"Global dependencies" - Githubissues

benjie commented 9 months ago

In Grafast a step can depend on a number of previous steps; the result of these previous steps is then fed into the "execute" method.

When a Grafast plan starts, the batch size is 1; when we pass lists (or nullable boundaries, or polymorphism, or...), the batch size changes based on the number of results that now need processing.

If a step depends on a value in a higher layer (e.g. a field might depend on the list item it is coming from plus a value from context()) then these values are automatically "multiplied up" to the batch size.

It's common for steps to be dependent on "globals" for a request: variables, arguments passed to fields, context() derivatives, etc. These will always be the same value, even if the step is processing 10,000 values. So effectively if we specify first: 5 to a field, we'll get 10,000 copies of the number 5. This is super annoying for steps to deal with - either they need a backend that doesn't mind specifying the limit in a variable manner, or they need to go through all the input values and batch based on these kind of values (which normally results in a batch size of one, but a lot of effort to confirm it).
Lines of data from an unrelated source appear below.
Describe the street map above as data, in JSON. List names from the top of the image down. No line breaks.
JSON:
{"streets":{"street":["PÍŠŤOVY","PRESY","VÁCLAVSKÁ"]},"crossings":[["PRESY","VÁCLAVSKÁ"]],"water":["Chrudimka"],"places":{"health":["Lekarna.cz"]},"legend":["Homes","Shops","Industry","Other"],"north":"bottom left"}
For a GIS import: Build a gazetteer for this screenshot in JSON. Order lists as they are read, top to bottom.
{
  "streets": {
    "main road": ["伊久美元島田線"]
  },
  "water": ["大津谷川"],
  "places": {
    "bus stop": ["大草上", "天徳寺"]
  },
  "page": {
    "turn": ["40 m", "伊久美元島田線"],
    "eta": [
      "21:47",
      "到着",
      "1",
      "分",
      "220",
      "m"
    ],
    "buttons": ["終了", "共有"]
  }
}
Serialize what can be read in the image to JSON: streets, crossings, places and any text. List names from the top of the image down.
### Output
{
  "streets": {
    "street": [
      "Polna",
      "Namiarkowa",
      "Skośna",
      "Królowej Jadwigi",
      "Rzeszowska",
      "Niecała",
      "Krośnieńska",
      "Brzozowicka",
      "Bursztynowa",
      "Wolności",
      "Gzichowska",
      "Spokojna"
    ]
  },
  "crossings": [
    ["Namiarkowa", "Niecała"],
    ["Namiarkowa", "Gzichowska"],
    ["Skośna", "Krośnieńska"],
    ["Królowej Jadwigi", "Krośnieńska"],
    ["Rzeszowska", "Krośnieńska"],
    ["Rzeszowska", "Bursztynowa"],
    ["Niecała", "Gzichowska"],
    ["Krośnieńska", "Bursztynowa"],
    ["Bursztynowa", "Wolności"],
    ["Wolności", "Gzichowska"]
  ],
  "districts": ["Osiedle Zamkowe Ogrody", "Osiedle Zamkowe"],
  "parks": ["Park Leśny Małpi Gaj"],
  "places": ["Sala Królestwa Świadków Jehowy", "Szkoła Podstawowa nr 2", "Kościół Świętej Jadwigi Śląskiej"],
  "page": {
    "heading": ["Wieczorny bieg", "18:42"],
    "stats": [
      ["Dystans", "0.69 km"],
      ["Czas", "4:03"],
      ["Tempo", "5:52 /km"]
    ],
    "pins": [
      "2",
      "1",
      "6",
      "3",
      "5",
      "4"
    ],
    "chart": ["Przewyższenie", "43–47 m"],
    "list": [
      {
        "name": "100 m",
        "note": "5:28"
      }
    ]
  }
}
I propose that we add a new type of dependency - a global dependency. Global dependencies will only be able to be created on "bucket 0" steps (and we'll need to handle context().get(...) and similar specially to make sure they stay in bucket 0) and will mean that the values are fed through via a separate tuple to execute(); but it will mean that this first: 5 can be read as exactly that, rather than being "multiplied up".

One major drawback of this, is I was planning to allow Grafast steps to batch across multiple GraphQL requests; so where I said the batch size is 1 at the start this may not always be the case. I'll need to carefully think about the API we use for this so that we don't block future optimizations.

Ooo! If we do this, it should mean that we can remove $step.eval* from a few more places in the PostGraphile plans - anything using eval (other than skip/include) should be using global dependencies instead. With careful thought, and perhaps integration into the graphile/crystal#2013 mechanism, perhaps skip and include can also use this mechanism...

benjie commented 4 months ago

Without re-reading the above... Writing down this thought after discussion with @jemgillam before I lose track of it...

this.addDependency($foo) - as before
this.addGlobalDependency($foo) - adds a "global" dependency on foo
isGlobalStep($foo) - returns true if $foo can be a "global" dependency
$step.execute(count, values, { globals }) - addDependency() goes into values as before, addGlobalDependency goes into globals. Globals may contain extra things that you didn't request, you access by key rather than index. (Likely key: `_` + $step.id.)

In development, if you addDependency($foo) and isGlobalStep($foo) then you get a warning about the performance ramifications of doing so.

All builtin steps will have to be upgraded to use a global dependency where possible to avoid this warning.

benjie commented 4 months ago

Need to think about the interaction of global dependencies with mutations; for example if a mutation does

const $userId = context().get("claims").get("userId");

// ...

const $claims = context().get("claims");
sideEffect($claims, claims => {claims.userId = null});

Then later an access to context().get("claims").get("userId") cannot be a global since it may have changed.

Currently I'm thinking that the only globals would be input values (arguments/input objects) and the context() itself - derivatives would not be. I guess derivatives could be globals, but only prior to any side effects taking place.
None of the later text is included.